## Extracted records

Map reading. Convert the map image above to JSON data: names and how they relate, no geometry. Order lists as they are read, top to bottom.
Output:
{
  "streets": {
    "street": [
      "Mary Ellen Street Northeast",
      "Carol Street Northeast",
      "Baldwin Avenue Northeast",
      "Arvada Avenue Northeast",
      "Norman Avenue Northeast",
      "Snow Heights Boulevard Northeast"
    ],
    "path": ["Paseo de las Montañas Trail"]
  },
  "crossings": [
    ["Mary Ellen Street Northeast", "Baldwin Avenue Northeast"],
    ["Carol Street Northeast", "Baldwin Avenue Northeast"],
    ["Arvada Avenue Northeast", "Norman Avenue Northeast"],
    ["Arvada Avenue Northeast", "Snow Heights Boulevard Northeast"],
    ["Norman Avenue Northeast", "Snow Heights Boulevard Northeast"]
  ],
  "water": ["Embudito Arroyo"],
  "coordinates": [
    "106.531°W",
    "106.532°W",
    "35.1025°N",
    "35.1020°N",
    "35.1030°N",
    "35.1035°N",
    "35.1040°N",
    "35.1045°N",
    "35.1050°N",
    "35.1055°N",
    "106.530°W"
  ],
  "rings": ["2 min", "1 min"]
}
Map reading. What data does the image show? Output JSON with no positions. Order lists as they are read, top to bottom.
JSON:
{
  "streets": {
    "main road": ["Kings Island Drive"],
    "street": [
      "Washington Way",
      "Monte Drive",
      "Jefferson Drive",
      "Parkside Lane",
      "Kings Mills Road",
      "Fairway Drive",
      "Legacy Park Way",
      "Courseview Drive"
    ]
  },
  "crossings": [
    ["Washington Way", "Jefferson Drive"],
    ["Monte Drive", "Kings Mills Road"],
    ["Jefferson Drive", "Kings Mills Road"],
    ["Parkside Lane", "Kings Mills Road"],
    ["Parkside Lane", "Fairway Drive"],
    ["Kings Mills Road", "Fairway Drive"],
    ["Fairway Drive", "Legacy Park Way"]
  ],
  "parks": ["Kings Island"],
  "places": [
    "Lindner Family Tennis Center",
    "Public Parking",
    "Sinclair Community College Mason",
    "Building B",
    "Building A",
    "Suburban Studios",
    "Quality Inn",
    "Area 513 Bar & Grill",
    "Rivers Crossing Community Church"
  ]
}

## What the task asks
Show, from the listing above, each line that contains the word "read".

## Task result
Map reading. Convert the map image above to JSON data: names and how they relate, no geometry. Order lists as they are read, top to bottom.
Map reading. What data does the image show? Output JSON with no positions. Order lists as they are read, top to bottom.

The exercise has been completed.